**Assignment**:
All of the listing, from first line to last, should be output exactly; the pictures stay out.

/---

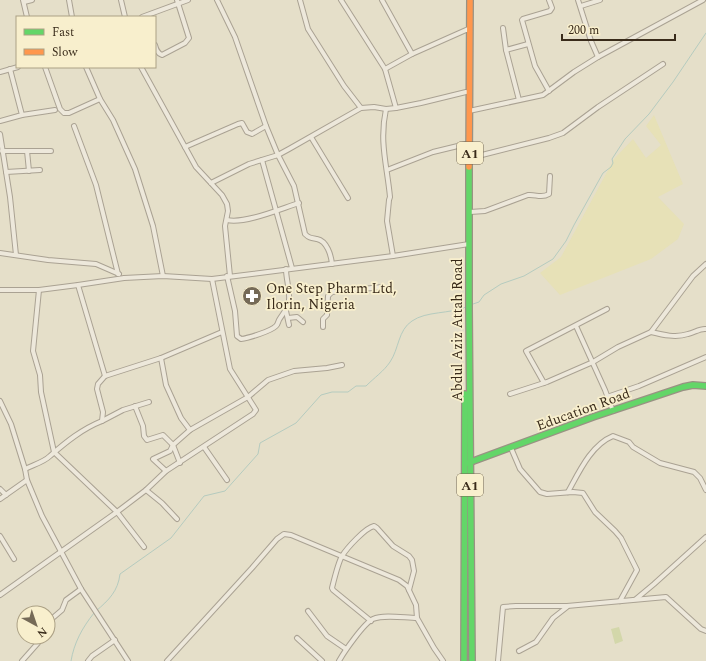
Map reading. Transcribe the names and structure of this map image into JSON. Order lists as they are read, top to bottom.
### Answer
{
  "streets": {
    "main road": ["A1", "Abdul Aziz Attah Road", "Education Road"]
  },
  "crossings": [
    ["Abdul Aziz Attah Road", "Education Road"]
  ],
  "places": {
    "pharmacy": ["One Step Pharm Ltd, Ilorin, Nigeria"]
  },
  "legend": ["Fast", "Slow"],
  "scale_bar": "200 m",
  "north": "bottom right"
}
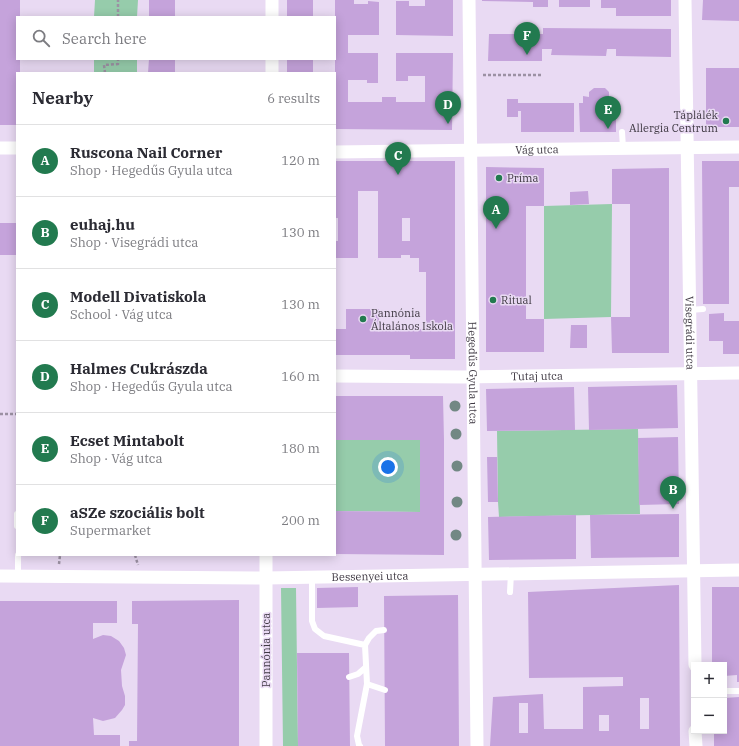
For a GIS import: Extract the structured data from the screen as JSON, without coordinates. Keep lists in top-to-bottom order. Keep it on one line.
{"streets":{"street":["Vág utca","Visegrádi utca","Hegedűs Gyula utca","Tutaj utca","Bessenyei utca","Pannónia utca"]},"crossings":[["Vág utca","Visegrádi utca"],["Vág utca","Hegedűs Gyula utca"],["Visegrádi utca","Tutaj utca"],["Visegrádi utca","Bessenyei utca"],["Hegedűs Gyula utca","Tutaj utca"],["Hegedűs Gyula utca","Bessenyei utca"],["Bessenyei utca","Pannónia utca"]],"places":["Táplálék Allergia Centrum","Príma","Ritual","Pannónia Általános Iskola"],"page":{"search":"Search here","pins":["F","D","E","C","A","B"],"heading":["Nearby","6 results"],"list":[{"mark":"A","name":"Ruscona Nail Corner","note":"Shop · Hegedűs Gyula utca","value":"120 m"},{"mark":"B","name":"euhaj.hu","note":"Shop · Visegrádi utca","value":"130 m"},{"mark":"C","name":"Modell Divatiskola","note":"School · Vág utca","value":"130 m"},{"mark":"D","name":"Halmes Cukrászda","note":"Shop · Hegedűs Gyula utca","value":"160 m"},{"mark":"E","name":"Ecset Mintabolt","note":"Shop · Vág utca","value":"180 m"},{"mark":"F","name":"aSZe szociális bolt","note":"Supermarket","value":"200 m"}],"map_buttons":["+","−"]}}
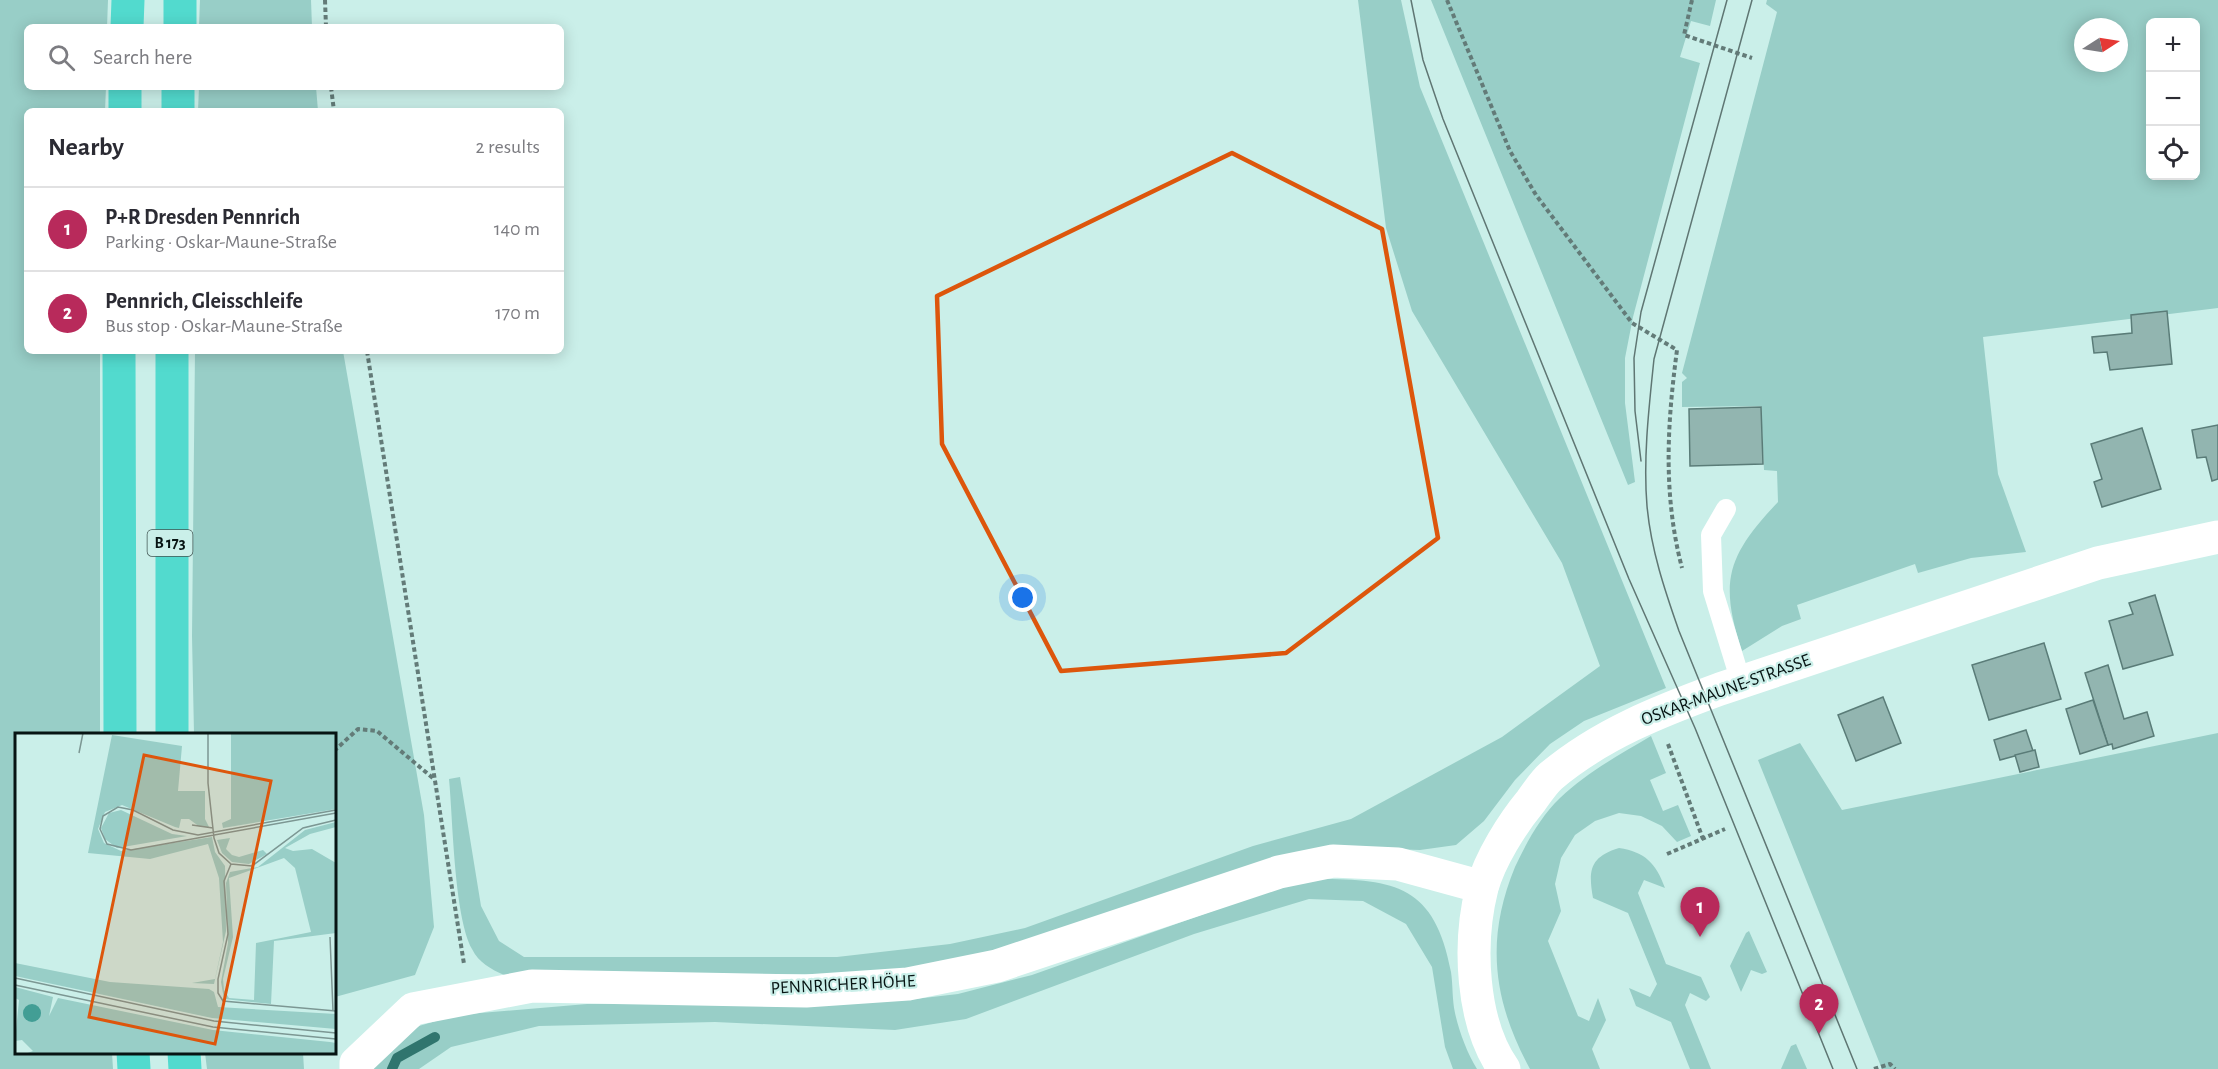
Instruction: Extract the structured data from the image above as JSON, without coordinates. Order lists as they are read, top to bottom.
{
  "streets": {
    "highway": ["B 173"],
    "street": ["OSKAR-MAUNE-STRASSE", "PENNRICHER HÖHE"]
  },
  "crossings": [
    ["OSKAR-MAUNE-STRASSE", "PENNRICHER HÖHE"]
  ],
  "north": "right",
  "page": {
    "map_buttons": ["+", "−"],
    "search": "Search here",
    "heading": ["Nearby", "2 results"],
    "list": [
      {
        "mark": "1",
        "name": "P+R Dresden Pennrich",
        "note": "Parking · Oskar-Maune-Straße",
        "value": "140 m"
      },
      {
        "mark": "2",
        "name": "Pennrich, Gleisschleife",
        "note": "Bus stop · Oskar-Maune-Straße",
        "value": "170 m"
      }
    ],
    "pins": ["1", "2"]
  }
}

\---

**Exercise answer**:
Map reading. Transcribe the names and structure of this map image into JSON. Order lists as they are read, top to bottom.
### Answer
{
  "streets": {
    "main road": ["A1", "Abdul Aziz Attah Road", "Education Road"]
  },
  "crossings": [
    ["Abdul Aziz Attah Road", "Education Road"]
  ],
  "places": {
    "pharmacy": ["One Step Pharm Ltd, Ilorin, Nigeria"]
  },
  "legend": ["Fast", "Slow"],
  "scale_bar": "200 m",
  "north": "bottom right"
}
For a GIS import: Extract the structured data from the screen as JSON, without coordinates. Keep lists in top-to-bottom order. Keep it on one line.
{"streets":{"street":["Vág utca","Visegrádi utca","Hegedűs Gyula utca","Tutaj utca","Bessenyei utca","Pannónia utca"]},"crossings":[["Vág utca","Visegrádi utca"],["Vág utca","Hegedűs Gyula utca"],["Visegrádi utca","Tutaj utca"],["Visegrádi utca","Bessenyei utca"],["Hegedűs Gyula utca","Tutaj utca"],["Hegedűs Gyula utca","Bessenyei utca"],["Bessenyei utca","Pannónia utca"]],"places":["Táplálék Allergia Centrum","Príma","Ritual","Pannónia Általános Iskola"],"page":{"search":"Search here","pins":["F","D","E","C","A","B"],"heading":["Nearby","6 results"],"list":[{"mark":"A","name":"Ruscona Nail Corner","note":"Shop · Hegedűs Gyula utca","value":"120 m"},{"mark":"B","name":"euhaj.hu","note":"Shop · Visegrádi utca","value":"130 m"},{"mark":"C","name":"Modell Divatiskola","note":"School · Vág utca","value":"130 m"},{"mark":"D","name":"Halmes Cukrászda","note":"Shop · Hegedűs Gyula utca","value":"160 m"},{"mark":"E","name":"Ecset Mintabolt","note":"Shop · Vág utca","value":"180 m"},{"mark":"F","name":"aSZe szociális bolt","note":"Supermarket","value":"200 m"}],"map_buttons":["+","−"]}}
Instruction: Extract the structured data from the image above as JSON, without coordinates. Order lists as they are read, top to bottom.
{
  "streets": {
    "highway": ["B 173"],
    "street": ["OSKAR-MAUNE-STRASSE", "PENNRICHER HÖHE"]
  },
  "crossings": [
    ["OSKAR-MAUNE-STRASSE", "PENNRICHER HÖHE"]
  ],
  "north": "right",
  "page": {
    "map_buttons": ["+", "−"],
    "search": "Search here",
    "heading": ["Nearby", "2 results"],
    "list": [
      {
        "mark": "1",
        "name": "P+R Dresden Pennrich",
        "note": "Parking · Oskar-Maune-Straße",
        "value": "140 m"
      },
      {
        "mark": "2",
        "name": "Pennrich, Gleisschleife",
        "note": "Bus stop · Oskar-Maune-Straße",
        "value": "170 m"
      }
    ],
    "pins": ["1", "2"]
  }
}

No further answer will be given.